10 best drum songs you need to know

10.01.2022 Ben Maloney Drums

Ten absolutely gargantuan drum tunes coming your way. Quicker than a Neil Peart roll, cooler than a Steve Gadd swing, and heavier than a Phil Collins snare. From stadium-rock anthems to dainty pop ballads, via everything in between, behold: some of the drumming pantheon’s greatest performances. 

How have they been assembled? These tunes, while featuring astonishing skill, inspired creativity and a pioneering approach to drumming, together exhibit the broadest possible array of styles and techniques. Quality is important, but organising an even spread is no less crucial here.

That’s because you, the drummer, should be exposed to as much as can be shown in the space of ten songs that are optimal to learn. Go and find these works on nkoda, witness just what it is that makes this drum music great, try your hand at what captures your imagination, and discover your unique offering. 
 

Best drum songs of all time
 

  1. ‘Paradise City’ by Guns N’ Roses
  2. ‘Papa’s Got a Brand New Bag’ by James Brown
  3. ‘Breezeblocks’ by Alt-J
  4. ‘Highway to Hell’ by AC/DC
  5. Drum of Orfeo by Marta Ptaszyńska
  6. ‘Virtual Insanity’ by Jamiroquai
  7. ‘Go Your Own Way’ by Fleetwood Mac
  8. ‘Baby Love’ by The Supremes
  9. ‘No One Knows’ by Queens of the Stone Age
  10. ‘Comfortably Numb’ by Pink Floyd

1. ‘Paradise City’ by Guns N’ Roses

So simple, but so powerful. The iconic drum pattern rings out as Guns N’ Roses guitarist Slash plays his equally iconic riff in the intro to ‘Paradise City’. It’s nothing but a standard backbeat pattern, just with the second kick of each bar pushed back a quaver - and with flams added to both the snare strikes. That’s vital.

Those subtle shifts make all the difference, making for one of the finest rock beats of all time. High in the mix and with some serious reverb, it typifies what arena rock is all about. There’s a lot else that vouches for the greatness of Steve Adler’s part, too - not least the bewildering double-time beat he plays to close the song. Phenomenal kick action. 

The song was announced to the world along with a few other major musical statements (‘Sweet Child O’ Mine’ included) on the band’s seismic debut album of 1987, Appetite for Destruction.
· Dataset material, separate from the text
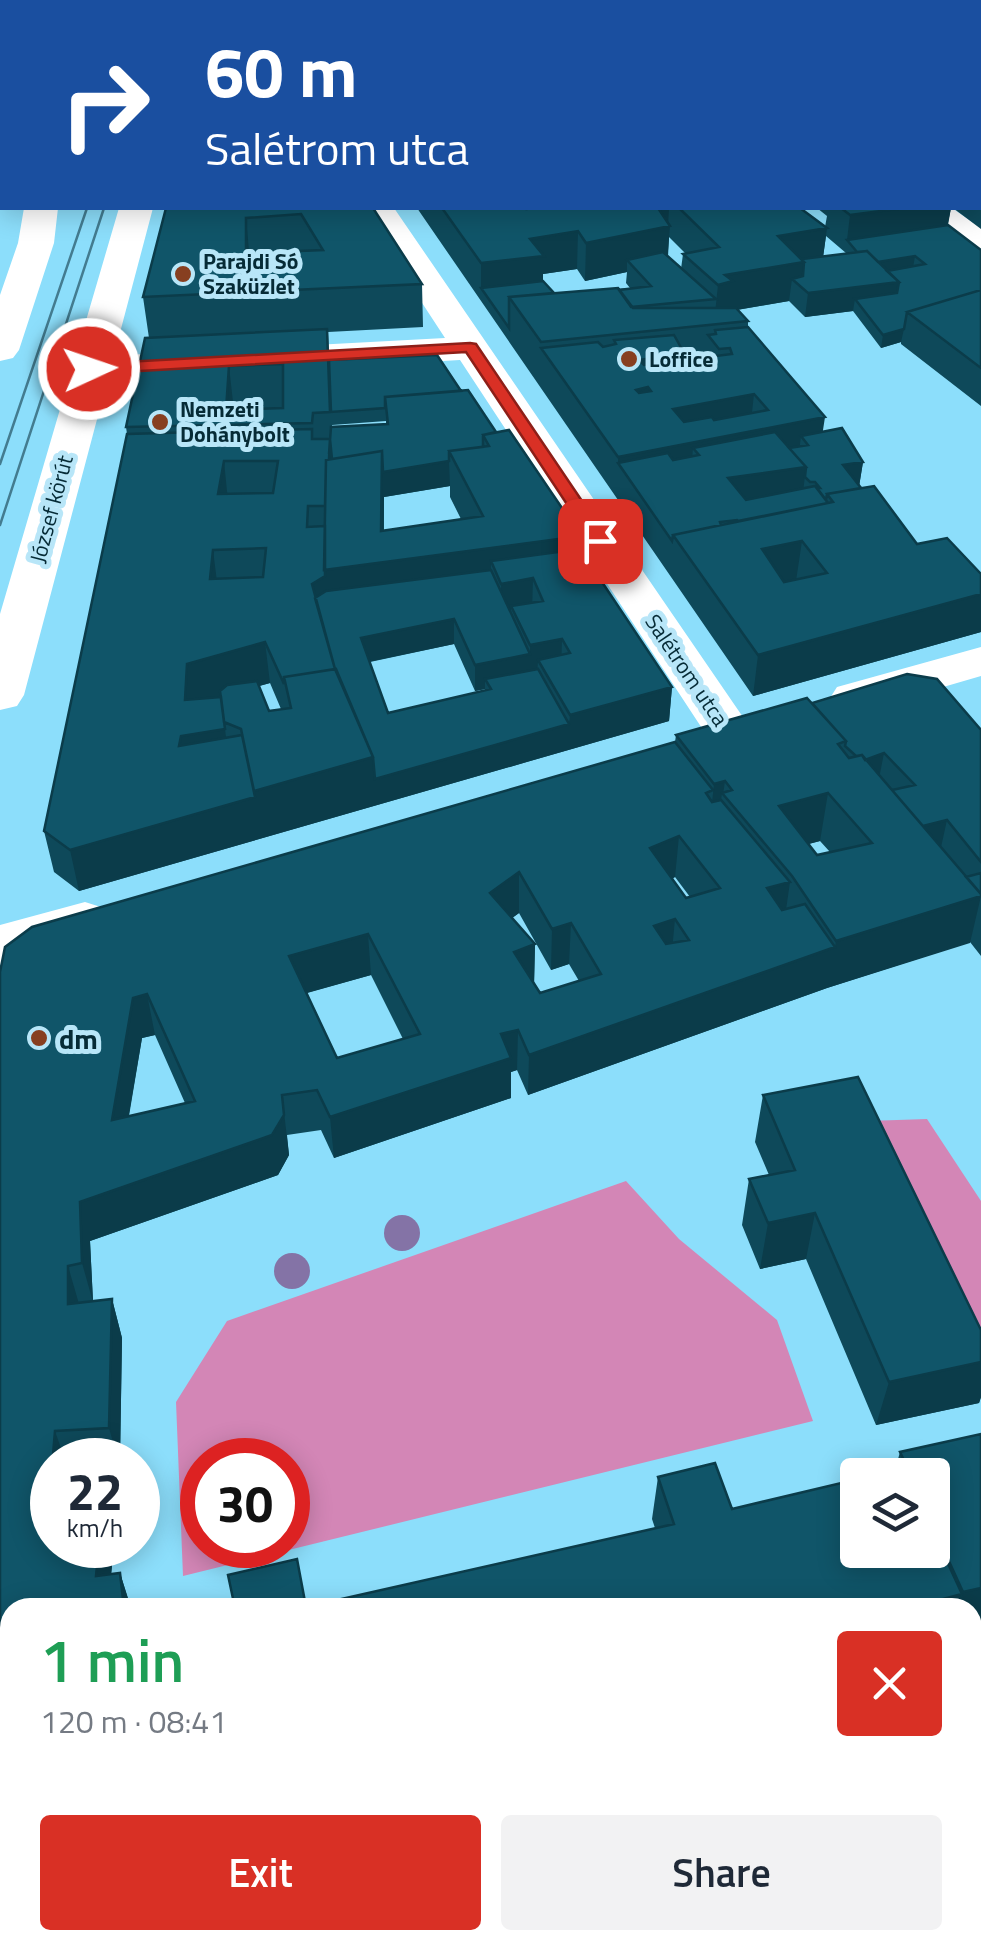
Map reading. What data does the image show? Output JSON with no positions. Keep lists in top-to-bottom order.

But Adler brings his very best to ‘Paradise City’, and demonstrates just how strong an effect can be generated when the kit’s foregrounded. 

2. ‘Papa’s Got a Brand New Bag’ by James Brown

Man, myth, legend Brian Eno once declared that ‘there were three great beats in the ’70s: Fela Kuti’s Afrobeat, James Brown’s funk, and Klaus Dinger’s Neu! beat’. We’d better look at one of them. So - despite its 1965 release - introducing ‘Papa’s Got a Brand New Bag’, one of Brown’s earlier smash hits, which was a trailblazing release in the development of funk.

And, of course, a seminal drum tune. In fact, so much of what makes funk unique can be traced back to drumming, and observed in Melvin Parker’s performance on this recording. In the midst of his pattern is a steady snare. But in the space left in between those pulses are some deft kick flourishes and closed-open dovetailing on the hi-hat.

All this creates a vibrant, dynamic and textbook funk rhythm. Add the jagged interjections from bass, guitar and horns, and you have a funk groove, with Parker at its heart. In 2004, Brown himself decreed: ‘the greatest drummer I ever had in my life was Melvin Parker. 'I Feel Good', 'Papa's Bag' – nobody ever did that. Nobody. And they can't do it now’.

3. ‘Breezeblocks’ by Alt-J

Back in 2012, nobody really expected Alt-J’s debut album An Awesome Wave to, well, make quite such an awesome wave. Their hauntingly lyrical melodies, synthesised tapestries and eccentric tone colours all contributed to some of the most distinctive music that the pop market had seen in a good while. 

‘Breezeblocks’ was the album’s third single. Capturing the band’s aesthetic perfectly, it also indicates how that aesthetic translates to an imaginative and radical approach to the drum kit. Percussionist Thom Sonny Green performs crisply and mechanically, with a surprisingly satisfying lack of feel. 

This dispassionate style, its mathematical precision and the emphasis on timbre, reflects a kind of ‘drum machine’ sensibility, which may be a byproduct of Green’s parallel work as an electronic music producer. At any rate, he’s developed a totally idiosyncratic style, and it’s best in evidence on ‘Breezeblocks’, one of the best of the album’s tracks.

4. ‘Highway to Hell’ by AC/DC

And at the other end of the creative spectrum we find Phil Rudd. AC/DC’s no-nonsense is the polar opposite of the calculated and intellectual Green. But then again, they’re kind of similar in some ways. Rudd never does a thing that could be described as flashy, and is nothing if not metronomically rock-solid.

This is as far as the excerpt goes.